Conclusion: Shp and Npas2 crosstalk is essential to maintain hepa

Conclusion: Shp and Npas2 crosstalk is essential to maintain hepatic lipid homeostasis. (Hepatology 2014) “
“Background:  To investigate pharmacokinetics and potency of antitumor activity of a novel 5-fluorouracil carrier erythrocyte (RBC-FU) in mice bearing malignant ascites. Methods:  RBC-FU was synthesized with a hyperosmotic technique. The entrapment efficiency of targeted

carrier erythrocytes was determined by reverse dialysis method with high-performance liquid chromatography (HPLC) for analyzing the quantity of 5-fluorouracil (5-FU). After a H22 hepatocarcinoma malignant ascites model was established in Kunming mice, 5-FU encapsulated by carrier erythrocytes (for Group A) and 5-FU solution (for Group B) at 20 mg per kg check details were injected into the peritoneal cavity of the mice, respectively. Blood and ascites samples were collected at different times to detect 5-FU quantity by HPLC. Body weight and survival time of mice were recorded in Group A, B and the Control Group in which mice were injected with normal saline only. Results:  5-FU was effectively encapsulated into erythrocytes, with an encapsulating effect as 55 ± 0.50%. In Group A, the maximum concentration (Cmax) and the area under

curve (AUC) in peritoneal exudates were significantly higher than those of Group B (P < 0.05). On the other hand, 5-FU level in serum was significantly LY294002 purchase lower than that in peritoneal exudates of Group A and B (P < 0.05). High drug levels in the abdominal cavity in Group A were maintained longer than those in Group B. Compared with that in Group B and the control, the quantity of malignant ascites in Group A had significant regression and the survival time was prolonged. Conclusion:  The hyperosmotic method described

here could be suitable for producing this novel RBC-FU as a liposomal drug of potential value for treating malignant 上海皓元 ascites by intraperitoneal administration. “
“Recently, we read with interest the article by van Bömmel et al.1 on tenofovir disoproxil fumarate (TDF) monotherapy for patients who failed to improve with other nucleoside/nucleotide analogues (NUC). Their findings showed that TDF monotherapy could induce a potent and long-lasting antiviral response in other NUC failure patients. However, we still have some questions to discuss.
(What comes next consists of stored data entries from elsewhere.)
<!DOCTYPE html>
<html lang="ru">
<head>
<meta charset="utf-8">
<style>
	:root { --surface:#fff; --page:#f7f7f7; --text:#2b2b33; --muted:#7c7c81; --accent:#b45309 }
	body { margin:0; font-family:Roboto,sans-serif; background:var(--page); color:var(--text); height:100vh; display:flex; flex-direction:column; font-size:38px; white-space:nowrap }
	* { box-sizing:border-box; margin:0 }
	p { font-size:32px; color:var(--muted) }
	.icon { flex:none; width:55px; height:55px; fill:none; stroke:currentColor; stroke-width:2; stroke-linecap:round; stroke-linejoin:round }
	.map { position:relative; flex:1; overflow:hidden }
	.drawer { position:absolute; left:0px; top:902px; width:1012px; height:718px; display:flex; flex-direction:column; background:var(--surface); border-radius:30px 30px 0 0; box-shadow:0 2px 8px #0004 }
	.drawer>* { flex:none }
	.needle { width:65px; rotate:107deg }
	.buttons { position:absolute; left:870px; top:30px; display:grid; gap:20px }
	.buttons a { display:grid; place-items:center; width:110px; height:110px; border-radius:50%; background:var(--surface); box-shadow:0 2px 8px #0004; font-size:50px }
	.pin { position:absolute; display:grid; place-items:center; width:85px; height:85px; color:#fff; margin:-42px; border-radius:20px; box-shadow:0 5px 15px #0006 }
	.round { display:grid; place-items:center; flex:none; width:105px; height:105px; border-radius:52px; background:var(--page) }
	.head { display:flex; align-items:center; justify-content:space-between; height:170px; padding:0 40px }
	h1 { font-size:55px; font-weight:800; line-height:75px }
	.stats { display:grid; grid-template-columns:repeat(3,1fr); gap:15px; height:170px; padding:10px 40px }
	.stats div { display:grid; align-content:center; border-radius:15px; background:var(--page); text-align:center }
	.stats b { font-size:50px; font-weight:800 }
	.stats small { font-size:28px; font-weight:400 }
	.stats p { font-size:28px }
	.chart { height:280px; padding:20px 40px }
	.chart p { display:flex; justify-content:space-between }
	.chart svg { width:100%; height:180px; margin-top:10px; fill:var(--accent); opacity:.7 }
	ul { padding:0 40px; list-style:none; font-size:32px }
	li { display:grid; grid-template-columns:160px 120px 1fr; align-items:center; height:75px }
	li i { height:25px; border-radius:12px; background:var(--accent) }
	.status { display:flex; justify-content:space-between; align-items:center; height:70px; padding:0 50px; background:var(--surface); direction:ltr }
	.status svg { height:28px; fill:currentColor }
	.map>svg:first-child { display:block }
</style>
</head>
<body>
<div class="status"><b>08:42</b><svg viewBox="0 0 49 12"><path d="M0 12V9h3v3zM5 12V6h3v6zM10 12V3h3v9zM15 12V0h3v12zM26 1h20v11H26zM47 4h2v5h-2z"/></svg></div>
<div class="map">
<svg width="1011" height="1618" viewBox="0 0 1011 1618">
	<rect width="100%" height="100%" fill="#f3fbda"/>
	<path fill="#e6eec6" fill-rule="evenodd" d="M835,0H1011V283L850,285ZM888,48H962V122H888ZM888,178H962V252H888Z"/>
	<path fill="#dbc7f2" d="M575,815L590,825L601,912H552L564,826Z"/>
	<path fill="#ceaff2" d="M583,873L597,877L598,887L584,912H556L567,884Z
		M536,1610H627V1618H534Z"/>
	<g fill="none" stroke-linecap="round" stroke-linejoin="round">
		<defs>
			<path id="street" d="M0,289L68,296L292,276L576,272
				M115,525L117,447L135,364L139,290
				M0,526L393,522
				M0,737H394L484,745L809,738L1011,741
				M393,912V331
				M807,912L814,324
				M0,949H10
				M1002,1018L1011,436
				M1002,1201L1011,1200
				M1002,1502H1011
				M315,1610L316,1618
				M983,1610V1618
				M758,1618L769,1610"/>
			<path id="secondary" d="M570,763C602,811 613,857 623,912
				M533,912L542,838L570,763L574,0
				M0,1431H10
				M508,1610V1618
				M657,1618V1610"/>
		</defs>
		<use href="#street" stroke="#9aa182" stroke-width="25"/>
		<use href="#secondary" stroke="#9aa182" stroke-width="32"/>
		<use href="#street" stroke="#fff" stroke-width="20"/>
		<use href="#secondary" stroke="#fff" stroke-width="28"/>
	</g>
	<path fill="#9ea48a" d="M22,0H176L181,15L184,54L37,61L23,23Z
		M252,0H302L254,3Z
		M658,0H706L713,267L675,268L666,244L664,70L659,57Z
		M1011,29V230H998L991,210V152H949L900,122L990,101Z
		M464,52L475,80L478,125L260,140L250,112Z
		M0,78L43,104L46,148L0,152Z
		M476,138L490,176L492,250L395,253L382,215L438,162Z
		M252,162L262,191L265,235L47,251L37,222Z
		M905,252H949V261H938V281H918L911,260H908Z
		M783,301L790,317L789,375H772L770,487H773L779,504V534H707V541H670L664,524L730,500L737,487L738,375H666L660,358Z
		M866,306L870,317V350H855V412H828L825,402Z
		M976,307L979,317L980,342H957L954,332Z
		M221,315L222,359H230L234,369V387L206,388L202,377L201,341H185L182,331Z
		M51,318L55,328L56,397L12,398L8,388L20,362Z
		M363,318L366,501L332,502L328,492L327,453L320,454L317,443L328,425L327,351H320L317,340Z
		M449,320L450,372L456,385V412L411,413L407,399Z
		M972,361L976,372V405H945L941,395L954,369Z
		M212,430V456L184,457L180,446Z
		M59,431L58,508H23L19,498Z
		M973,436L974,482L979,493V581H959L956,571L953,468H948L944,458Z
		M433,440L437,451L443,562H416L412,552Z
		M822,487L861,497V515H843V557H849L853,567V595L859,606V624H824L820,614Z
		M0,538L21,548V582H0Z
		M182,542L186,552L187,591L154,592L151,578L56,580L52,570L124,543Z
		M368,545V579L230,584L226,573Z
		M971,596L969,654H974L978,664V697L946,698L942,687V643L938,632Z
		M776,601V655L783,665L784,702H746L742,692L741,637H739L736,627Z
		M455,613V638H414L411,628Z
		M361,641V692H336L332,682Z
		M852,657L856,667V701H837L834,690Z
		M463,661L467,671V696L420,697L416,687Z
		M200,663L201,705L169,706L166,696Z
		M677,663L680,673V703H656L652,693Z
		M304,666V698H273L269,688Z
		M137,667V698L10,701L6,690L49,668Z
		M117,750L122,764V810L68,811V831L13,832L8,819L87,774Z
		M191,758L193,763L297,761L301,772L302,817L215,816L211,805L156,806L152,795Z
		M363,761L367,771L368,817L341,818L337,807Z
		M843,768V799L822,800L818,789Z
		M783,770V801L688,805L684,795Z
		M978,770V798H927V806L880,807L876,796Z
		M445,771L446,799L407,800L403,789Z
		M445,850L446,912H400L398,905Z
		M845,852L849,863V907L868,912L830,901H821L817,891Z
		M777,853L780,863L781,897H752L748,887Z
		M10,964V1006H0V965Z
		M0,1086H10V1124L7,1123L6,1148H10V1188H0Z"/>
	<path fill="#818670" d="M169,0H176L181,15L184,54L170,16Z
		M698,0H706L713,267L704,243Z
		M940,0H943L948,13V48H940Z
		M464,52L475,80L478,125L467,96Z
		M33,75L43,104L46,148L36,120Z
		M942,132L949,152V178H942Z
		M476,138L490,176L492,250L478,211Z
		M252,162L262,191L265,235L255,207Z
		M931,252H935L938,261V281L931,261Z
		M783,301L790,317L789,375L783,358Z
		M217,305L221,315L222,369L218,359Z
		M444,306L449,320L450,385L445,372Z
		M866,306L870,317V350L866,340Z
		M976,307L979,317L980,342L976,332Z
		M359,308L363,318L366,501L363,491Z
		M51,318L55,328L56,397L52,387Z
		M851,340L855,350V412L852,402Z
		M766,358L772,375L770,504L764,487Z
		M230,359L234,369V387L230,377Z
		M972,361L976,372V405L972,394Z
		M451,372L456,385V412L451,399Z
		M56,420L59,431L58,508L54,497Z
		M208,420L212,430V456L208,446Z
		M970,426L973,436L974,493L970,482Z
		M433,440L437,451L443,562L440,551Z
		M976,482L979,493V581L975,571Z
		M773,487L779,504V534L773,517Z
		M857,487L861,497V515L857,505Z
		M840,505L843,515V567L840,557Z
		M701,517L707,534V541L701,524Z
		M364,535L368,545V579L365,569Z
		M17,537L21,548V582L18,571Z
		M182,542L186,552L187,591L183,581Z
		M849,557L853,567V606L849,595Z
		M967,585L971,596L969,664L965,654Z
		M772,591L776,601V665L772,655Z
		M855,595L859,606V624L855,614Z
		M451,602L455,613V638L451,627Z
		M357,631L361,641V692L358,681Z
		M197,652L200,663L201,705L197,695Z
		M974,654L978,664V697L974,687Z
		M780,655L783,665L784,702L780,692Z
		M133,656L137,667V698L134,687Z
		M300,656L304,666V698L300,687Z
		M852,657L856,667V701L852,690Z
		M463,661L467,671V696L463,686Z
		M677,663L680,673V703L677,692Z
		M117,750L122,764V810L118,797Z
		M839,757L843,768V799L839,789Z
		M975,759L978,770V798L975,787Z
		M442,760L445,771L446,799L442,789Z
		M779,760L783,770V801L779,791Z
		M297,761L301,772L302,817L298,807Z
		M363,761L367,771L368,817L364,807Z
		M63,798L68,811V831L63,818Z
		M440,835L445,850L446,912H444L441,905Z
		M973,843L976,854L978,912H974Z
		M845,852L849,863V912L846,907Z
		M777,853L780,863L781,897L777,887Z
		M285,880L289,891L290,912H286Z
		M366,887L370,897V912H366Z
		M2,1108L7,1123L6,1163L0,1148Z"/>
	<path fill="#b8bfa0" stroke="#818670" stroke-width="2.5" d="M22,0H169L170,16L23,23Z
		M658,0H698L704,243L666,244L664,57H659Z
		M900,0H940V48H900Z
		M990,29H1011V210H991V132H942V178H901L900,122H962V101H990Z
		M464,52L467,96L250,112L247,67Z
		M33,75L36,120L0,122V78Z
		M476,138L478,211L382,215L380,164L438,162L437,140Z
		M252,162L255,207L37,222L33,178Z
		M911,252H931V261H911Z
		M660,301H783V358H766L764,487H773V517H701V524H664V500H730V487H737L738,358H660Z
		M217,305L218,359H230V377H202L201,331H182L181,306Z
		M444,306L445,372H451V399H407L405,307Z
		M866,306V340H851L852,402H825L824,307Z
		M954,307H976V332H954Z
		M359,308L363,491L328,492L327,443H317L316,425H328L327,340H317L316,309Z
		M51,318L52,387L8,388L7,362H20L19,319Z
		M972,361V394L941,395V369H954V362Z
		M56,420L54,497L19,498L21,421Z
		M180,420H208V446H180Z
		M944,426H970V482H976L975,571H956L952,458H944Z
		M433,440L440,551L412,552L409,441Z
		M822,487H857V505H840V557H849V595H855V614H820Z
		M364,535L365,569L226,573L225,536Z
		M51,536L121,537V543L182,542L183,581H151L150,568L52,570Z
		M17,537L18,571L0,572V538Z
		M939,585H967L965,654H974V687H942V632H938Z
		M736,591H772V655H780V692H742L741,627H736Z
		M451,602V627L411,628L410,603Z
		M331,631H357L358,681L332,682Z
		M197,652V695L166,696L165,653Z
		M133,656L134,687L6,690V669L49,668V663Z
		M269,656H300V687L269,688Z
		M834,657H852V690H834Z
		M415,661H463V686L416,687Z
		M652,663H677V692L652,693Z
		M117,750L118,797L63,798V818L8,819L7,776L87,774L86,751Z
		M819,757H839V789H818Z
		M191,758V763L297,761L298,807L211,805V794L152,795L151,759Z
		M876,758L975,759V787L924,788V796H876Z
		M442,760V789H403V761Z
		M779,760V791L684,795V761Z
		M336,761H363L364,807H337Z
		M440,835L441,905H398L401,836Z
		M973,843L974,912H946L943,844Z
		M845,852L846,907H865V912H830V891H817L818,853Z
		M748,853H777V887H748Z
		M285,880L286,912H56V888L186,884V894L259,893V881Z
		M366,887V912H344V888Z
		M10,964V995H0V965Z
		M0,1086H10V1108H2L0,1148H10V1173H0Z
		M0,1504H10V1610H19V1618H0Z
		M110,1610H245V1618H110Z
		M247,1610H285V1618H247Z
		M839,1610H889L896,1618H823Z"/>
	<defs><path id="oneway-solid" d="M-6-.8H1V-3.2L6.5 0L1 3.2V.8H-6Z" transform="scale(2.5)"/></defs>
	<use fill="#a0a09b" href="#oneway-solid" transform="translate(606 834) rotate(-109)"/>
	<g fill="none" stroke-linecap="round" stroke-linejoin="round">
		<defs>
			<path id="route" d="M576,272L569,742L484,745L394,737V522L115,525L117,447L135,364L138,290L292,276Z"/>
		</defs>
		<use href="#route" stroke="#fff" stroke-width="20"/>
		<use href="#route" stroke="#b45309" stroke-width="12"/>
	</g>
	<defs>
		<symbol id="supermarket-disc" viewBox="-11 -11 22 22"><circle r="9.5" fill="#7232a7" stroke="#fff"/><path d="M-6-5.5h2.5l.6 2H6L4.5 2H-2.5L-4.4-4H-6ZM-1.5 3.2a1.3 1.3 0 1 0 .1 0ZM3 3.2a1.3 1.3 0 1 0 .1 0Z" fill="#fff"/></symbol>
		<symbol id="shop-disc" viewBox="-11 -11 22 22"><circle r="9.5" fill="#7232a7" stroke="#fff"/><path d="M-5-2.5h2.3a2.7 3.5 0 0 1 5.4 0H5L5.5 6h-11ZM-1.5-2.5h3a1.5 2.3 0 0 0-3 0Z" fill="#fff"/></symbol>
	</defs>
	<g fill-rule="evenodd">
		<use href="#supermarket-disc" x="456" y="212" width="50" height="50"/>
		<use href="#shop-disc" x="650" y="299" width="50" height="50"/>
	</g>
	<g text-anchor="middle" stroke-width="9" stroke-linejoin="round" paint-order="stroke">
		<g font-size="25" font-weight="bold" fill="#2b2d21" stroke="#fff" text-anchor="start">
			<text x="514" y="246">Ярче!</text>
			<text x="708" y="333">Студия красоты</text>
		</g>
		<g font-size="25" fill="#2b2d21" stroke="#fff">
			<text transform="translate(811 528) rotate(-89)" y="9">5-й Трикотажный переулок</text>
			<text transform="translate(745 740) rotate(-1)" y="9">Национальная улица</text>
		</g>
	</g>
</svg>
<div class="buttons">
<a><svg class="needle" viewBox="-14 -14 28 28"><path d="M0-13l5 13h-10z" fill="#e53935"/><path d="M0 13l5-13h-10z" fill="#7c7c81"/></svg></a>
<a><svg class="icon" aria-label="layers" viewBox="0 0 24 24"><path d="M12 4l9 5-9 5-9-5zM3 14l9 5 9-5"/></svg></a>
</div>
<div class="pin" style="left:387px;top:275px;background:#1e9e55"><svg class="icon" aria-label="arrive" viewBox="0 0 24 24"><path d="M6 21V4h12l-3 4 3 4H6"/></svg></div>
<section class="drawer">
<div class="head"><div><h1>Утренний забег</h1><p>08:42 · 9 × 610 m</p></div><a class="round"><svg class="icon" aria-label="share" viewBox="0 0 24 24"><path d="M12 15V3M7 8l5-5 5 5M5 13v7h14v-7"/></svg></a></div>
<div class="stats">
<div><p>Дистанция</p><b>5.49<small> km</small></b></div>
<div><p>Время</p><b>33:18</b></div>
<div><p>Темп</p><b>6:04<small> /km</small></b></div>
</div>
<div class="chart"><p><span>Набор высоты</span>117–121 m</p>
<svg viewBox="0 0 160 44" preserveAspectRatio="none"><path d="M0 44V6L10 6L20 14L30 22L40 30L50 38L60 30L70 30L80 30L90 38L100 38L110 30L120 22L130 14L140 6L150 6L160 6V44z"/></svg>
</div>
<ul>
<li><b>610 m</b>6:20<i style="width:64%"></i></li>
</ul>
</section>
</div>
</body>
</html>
According to Asian Pacific Association for the Study of the Liver (APASL) and European Association for the Study of the Liver (EASL) guidelines,2, 3 primary nonresponse (PNR) is defined as a decrease in hepatitis B virus (HBV) DNA by <1 log10 IU/mL at week 12. But in the American Association for the Study of Liver Diseases (AASLD) guidelines,4 it is defined as a decrease in HBV DNA by <2 log10 IU/mL at week 24. Thus, we can see the time point at which determination of PNR in NUC treatment is still controversial. In this study, we thought it might not be good to define PNR at week 12 as treatment failure.